(Beginning of Stored data)

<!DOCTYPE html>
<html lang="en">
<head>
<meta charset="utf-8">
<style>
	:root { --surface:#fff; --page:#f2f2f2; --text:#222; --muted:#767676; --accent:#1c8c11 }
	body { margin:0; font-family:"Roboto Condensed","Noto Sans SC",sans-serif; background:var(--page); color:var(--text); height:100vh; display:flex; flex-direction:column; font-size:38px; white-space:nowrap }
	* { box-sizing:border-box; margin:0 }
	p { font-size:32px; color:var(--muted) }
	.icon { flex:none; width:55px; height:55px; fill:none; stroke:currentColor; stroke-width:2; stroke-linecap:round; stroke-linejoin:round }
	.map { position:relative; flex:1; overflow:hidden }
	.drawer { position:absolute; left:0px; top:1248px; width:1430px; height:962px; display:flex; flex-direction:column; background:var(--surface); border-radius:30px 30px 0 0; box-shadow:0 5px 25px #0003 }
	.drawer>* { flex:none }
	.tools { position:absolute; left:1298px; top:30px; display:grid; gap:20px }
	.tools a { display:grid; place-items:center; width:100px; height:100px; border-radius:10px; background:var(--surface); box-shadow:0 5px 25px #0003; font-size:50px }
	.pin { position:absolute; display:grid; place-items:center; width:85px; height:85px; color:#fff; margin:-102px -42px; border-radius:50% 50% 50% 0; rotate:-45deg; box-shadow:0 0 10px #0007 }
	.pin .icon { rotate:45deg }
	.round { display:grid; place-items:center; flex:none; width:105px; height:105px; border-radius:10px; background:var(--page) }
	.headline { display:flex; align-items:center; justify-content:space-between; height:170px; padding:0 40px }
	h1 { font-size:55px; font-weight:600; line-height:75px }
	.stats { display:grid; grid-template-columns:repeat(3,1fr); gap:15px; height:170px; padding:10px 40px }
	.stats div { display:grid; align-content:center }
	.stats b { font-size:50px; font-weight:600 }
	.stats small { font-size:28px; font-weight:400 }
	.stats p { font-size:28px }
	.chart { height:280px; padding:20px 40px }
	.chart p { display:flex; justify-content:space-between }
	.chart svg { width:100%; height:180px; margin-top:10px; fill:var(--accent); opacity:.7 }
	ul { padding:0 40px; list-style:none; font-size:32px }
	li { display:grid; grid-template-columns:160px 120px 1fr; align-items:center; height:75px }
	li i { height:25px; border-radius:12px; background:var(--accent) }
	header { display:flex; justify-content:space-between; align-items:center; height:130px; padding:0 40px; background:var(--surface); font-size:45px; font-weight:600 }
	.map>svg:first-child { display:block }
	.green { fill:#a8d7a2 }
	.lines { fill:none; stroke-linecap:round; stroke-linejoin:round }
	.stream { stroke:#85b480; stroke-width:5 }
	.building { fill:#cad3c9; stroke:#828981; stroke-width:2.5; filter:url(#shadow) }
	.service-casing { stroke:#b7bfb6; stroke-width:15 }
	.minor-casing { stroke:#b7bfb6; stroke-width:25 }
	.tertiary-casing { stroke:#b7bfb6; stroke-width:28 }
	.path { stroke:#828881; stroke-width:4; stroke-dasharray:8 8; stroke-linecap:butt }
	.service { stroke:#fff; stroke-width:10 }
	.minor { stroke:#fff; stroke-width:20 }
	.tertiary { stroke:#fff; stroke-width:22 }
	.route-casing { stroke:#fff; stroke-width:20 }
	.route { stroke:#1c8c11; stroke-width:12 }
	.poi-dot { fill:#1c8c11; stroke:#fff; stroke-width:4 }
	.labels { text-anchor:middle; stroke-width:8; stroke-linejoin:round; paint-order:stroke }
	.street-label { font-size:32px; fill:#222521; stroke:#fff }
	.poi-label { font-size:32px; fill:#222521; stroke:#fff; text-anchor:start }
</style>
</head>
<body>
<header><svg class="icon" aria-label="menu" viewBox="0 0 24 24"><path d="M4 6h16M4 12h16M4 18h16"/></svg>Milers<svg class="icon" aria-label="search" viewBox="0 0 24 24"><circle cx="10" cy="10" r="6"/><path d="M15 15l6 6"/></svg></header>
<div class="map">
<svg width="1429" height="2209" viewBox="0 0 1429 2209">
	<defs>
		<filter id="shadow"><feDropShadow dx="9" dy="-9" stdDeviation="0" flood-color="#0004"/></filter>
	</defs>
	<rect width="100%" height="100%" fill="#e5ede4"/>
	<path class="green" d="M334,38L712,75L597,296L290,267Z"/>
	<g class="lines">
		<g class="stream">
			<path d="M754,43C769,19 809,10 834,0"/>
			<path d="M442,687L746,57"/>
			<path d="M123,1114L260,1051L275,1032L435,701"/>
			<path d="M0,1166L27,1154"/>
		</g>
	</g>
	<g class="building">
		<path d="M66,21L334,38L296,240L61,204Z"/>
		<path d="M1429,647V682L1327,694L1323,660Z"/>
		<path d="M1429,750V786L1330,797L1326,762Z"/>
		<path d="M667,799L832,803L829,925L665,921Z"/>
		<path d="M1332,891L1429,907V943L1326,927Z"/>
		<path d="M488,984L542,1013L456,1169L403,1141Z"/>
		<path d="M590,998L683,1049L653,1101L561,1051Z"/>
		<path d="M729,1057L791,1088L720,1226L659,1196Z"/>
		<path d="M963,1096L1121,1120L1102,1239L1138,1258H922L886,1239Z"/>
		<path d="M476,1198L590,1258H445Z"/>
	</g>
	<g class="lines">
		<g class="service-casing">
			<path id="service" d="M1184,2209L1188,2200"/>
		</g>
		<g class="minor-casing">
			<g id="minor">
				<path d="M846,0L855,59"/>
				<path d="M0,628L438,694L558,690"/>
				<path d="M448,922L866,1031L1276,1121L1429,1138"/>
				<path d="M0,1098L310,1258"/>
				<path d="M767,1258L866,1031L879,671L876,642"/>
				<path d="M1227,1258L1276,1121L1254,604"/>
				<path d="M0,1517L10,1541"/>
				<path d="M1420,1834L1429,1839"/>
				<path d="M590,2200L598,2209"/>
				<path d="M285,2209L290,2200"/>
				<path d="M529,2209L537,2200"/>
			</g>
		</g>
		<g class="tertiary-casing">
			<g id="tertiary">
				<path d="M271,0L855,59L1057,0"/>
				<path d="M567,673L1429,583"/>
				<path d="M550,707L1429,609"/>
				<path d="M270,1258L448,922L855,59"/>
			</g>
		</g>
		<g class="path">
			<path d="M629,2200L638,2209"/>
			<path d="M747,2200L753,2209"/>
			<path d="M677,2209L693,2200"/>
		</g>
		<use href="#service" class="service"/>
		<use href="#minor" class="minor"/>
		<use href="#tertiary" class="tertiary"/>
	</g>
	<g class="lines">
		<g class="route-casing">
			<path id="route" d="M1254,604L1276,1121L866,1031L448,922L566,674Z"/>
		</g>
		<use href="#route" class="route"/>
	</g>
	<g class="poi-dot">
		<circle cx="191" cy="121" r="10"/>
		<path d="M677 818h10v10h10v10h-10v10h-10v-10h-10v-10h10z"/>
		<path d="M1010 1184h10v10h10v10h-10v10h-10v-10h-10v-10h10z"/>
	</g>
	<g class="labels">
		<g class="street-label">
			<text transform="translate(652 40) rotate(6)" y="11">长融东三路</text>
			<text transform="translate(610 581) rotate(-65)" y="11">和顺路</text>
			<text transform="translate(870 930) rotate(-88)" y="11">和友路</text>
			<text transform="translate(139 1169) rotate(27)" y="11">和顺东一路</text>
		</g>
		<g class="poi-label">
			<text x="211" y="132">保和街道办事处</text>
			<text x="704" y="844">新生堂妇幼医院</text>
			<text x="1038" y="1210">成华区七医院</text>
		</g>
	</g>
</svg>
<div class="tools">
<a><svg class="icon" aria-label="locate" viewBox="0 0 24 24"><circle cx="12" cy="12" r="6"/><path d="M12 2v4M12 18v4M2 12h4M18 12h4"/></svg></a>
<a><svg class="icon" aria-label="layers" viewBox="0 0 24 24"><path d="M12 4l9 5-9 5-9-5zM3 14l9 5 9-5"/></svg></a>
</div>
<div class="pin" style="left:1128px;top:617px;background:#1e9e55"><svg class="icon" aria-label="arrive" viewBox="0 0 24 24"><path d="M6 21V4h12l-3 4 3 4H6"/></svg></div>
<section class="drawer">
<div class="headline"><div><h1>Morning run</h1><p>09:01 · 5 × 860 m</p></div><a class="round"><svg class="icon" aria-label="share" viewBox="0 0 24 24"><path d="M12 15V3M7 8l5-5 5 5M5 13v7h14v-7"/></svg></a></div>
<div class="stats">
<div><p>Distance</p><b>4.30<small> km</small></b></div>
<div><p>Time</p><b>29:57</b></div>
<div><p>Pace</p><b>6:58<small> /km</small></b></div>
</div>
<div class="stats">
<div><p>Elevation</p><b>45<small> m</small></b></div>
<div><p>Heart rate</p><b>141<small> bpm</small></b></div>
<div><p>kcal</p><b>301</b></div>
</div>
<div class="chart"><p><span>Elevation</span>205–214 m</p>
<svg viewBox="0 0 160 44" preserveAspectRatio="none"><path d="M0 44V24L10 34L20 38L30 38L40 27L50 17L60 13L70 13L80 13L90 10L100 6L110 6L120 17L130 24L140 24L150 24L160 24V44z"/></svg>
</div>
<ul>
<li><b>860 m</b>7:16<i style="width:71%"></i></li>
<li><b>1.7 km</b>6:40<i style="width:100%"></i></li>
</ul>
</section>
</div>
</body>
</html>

(End of Stored data)

### Task description
Please set down exactly the lines running from the one with "<div><p>kcal</p><b>301</b></div>" to the last line of the entries above, both of them included, and no others.

### Written solution
<div><p>kcal</p><b>301</b></div>
</div>
<div class="chart"><p><span>Elevation</span>205–214 m</p>
<svg viewBox="0 0 160 44" preserveAspectRatio="none"><path d="M0 44V24L10 34L20 38L30 38L40 27L50 17L60 13L70 13L80 13L90 10L100 6L110 6L120 17L130 24L140 24L150 24L160 24V44z"/></svg>
</div>
<ul>
<li><b>860 m</b>7:16<i style="width:71%"></i></li>
<li><b>1.7 km</b>6:40<i style="width:100%"></i></li>
</ul>
</section>
</div>
</body>
</html>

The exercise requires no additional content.